I don't understand what you mean here.

> > _bt_advance_array_keys
>
> Thinking about the implementation here:
> We require transitivity for btree opclasses, where A < B implies NOT A
> = B, etc. Does this also carry over into cross-type operators?

Yes, it carries like that.

> Would it be valid to add support methods for truncatedint4 to an int4
> btree opclass, or is transitivity also required for all operations?
> i.e. all values that one operator class considers unique within an
> opfamily must be considered unique for all additional operators in the
> opfamily, or is that not required?
> If not, then that would pose problems for this patch, as the ordering
> of A = ANY ('{1, 2, 3}'::int4[]) AND A = ANY
> ('{0,65536}'::truncatedint4[]) could potentially skip results.

There are roughly two ways to deal with this sort of thing (which
sounds like a restatement of the issue shown by your test case?). They
are:

1. Add support for detecting redundant scan keys, even when cross-type
operators are involved. (Discussed earlier.)

2. Be prepared to have more than one scan key per index key column in
rare edge-cases. This means that I can no longer subscript
so->orderProcs using an attnum.

I intend to use whichever approach works out to be the simplest and
most maintainable. Note that there is usually nothing that stops me
from having redundant scan keys if it can't be avoided via
preprocessing -- just like today.

Actually...I might have to use a hybrid of 1 and 2. Because we need to
be prepared for the possibility that it just isn't possible to
determine redundancy at all due to a lack of suitable cross-type
operators -- I don't think that it would be okay to just throw an
error there (that really would be a regression against Postgres 16).
For that reason I will most likely need to find a way for
so->orderProcs to be subscripted using something that maps to equality
scan keys (rather than having it map to a key column).

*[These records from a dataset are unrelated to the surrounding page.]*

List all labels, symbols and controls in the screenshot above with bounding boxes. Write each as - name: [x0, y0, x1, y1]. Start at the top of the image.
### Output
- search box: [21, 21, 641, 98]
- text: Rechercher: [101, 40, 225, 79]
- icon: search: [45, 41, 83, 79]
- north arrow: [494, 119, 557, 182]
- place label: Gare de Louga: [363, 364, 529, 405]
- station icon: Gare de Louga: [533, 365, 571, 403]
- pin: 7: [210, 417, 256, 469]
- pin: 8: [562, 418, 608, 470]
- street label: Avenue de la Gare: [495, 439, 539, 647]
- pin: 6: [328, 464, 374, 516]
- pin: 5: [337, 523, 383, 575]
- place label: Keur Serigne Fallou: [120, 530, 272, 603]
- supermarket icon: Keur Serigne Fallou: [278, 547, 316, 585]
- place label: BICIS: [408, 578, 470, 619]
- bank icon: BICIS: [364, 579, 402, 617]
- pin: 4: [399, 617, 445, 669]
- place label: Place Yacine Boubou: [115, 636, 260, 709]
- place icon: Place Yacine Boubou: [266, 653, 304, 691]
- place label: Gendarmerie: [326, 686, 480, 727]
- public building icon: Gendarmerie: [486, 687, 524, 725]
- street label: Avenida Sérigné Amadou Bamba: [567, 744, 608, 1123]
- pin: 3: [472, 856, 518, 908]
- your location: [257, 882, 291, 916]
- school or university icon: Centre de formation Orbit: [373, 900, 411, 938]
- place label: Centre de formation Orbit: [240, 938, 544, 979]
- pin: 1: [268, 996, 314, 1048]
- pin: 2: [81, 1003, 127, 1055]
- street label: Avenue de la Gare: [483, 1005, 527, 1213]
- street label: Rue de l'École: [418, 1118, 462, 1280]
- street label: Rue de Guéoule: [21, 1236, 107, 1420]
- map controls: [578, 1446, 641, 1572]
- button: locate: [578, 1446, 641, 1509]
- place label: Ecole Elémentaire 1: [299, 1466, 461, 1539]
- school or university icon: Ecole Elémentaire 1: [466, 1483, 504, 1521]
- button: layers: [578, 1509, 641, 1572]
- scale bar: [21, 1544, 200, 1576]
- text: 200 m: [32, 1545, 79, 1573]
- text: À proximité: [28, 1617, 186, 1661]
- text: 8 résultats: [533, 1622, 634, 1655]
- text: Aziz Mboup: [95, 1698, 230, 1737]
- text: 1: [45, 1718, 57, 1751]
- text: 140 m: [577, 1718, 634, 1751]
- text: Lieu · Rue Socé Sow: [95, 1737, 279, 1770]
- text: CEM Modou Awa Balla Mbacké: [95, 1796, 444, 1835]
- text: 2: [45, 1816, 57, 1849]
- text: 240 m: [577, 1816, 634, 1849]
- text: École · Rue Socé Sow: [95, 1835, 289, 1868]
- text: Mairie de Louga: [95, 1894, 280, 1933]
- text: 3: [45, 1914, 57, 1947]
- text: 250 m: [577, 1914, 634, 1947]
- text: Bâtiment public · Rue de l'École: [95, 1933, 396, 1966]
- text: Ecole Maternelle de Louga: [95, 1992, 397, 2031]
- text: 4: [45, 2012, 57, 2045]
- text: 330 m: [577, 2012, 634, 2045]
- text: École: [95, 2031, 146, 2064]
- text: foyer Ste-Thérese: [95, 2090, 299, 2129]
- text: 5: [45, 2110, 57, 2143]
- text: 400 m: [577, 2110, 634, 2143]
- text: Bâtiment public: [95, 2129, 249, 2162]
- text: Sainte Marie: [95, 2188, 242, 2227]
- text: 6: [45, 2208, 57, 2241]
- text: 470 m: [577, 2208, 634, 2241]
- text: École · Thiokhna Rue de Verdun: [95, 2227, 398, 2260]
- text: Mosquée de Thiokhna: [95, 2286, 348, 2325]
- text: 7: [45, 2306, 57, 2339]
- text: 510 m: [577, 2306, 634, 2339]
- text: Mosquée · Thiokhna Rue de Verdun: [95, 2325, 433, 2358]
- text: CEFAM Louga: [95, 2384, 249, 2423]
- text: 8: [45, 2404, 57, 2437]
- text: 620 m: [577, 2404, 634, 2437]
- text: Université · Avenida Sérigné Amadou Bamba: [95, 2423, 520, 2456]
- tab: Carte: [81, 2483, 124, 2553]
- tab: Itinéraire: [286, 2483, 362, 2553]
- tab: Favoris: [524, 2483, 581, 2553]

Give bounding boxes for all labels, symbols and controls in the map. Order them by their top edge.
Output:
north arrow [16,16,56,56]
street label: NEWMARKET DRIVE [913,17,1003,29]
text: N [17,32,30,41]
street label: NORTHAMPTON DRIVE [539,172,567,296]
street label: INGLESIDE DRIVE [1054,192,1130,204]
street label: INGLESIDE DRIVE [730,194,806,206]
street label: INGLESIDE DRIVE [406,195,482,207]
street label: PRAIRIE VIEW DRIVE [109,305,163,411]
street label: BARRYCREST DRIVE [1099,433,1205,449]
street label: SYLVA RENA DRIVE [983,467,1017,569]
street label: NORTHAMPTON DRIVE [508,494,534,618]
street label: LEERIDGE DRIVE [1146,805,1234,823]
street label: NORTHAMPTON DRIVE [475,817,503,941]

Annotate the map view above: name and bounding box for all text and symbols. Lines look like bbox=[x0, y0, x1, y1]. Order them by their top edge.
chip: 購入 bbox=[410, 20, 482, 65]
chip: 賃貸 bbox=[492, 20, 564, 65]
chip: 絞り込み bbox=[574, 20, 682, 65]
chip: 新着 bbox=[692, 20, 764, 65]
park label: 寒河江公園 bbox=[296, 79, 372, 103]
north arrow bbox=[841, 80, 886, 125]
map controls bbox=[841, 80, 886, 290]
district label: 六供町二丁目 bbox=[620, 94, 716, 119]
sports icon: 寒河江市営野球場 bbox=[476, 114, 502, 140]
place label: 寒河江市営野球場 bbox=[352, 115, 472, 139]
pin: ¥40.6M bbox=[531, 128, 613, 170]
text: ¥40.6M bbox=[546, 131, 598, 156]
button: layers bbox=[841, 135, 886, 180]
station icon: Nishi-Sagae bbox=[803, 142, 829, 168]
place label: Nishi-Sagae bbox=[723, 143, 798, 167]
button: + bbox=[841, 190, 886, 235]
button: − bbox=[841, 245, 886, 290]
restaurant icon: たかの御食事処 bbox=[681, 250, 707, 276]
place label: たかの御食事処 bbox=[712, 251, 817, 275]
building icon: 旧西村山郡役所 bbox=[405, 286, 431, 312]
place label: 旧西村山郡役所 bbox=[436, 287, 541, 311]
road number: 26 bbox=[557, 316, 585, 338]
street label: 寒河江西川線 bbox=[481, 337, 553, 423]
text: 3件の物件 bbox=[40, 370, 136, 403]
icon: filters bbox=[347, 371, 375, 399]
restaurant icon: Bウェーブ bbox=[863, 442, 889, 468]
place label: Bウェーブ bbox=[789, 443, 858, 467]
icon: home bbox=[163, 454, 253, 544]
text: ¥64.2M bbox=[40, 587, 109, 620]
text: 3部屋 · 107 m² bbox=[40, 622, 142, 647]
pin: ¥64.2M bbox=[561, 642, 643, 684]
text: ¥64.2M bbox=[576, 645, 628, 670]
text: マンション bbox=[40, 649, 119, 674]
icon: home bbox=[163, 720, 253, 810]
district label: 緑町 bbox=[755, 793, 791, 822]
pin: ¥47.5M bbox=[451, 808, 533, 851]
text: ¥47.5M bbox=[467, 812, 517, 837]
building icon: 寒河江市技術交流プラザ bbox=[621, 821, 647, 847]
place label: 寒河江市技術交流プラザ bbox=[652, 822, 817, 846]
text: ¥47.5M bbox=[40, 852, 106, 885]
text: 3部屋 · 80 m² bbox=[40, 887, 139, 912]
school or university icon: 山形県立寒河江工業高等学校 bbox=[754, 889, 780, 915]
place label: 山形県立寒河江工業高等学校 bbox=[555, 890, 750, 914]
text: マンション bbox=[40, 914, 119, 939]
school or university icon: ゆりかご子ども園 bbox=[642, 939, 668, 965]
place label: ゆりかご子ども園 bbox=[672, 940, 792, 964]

> I'm also no fan of the (tail) recursion. I would agree that this is
> unlikely to consume a lot of stack, but it does consume stackspace
> nonetheless, and I'd prefer if it was not done this way.

I disagree. The amount of stack space it consumes in the worst case is fixed.

> I notice an assertion error here:
> > +            Assert(cur->sk_strategy != BTEqualStrategyNumber);
> > +            Assert(all_required_sk_satisfied);
> > +            Assert(!foundRequiredOppositeDirOnly);
> > +
> > +            foundRequiredOppositeDirOnly = true;
>
> This assertion can be hit with the following test case:
>
> CREATE TABLE test AS
> SELECT i a, i b, i c FROM generate_series(1, 1000) i;
> CREATE INDEX ON test(a, b, c); ANALYZE;
> SELECT count(*) FROM test
> WHERE a = ANY ('{1,2,3}') AND b > 1 AND c > 1
> AND b = ANY ('{1,2,3}');

Will fix.

> > +_bt_update_keys_with_arraykeys(IndexScanDesc scan)
>
> I keep getting confused by the mixing of integer increments and
> pointer increments. Could you explain why in this code you chose to
> increment a pointer for "ScanKey cur", while using arrray indexing for
> other fields? It feels very arbitrary to me, and that makes the code
> difficult to follow.

Because in one case we follow the convention for scan keys, whereas
so->orderProcs is accessed via an attribute number subscript.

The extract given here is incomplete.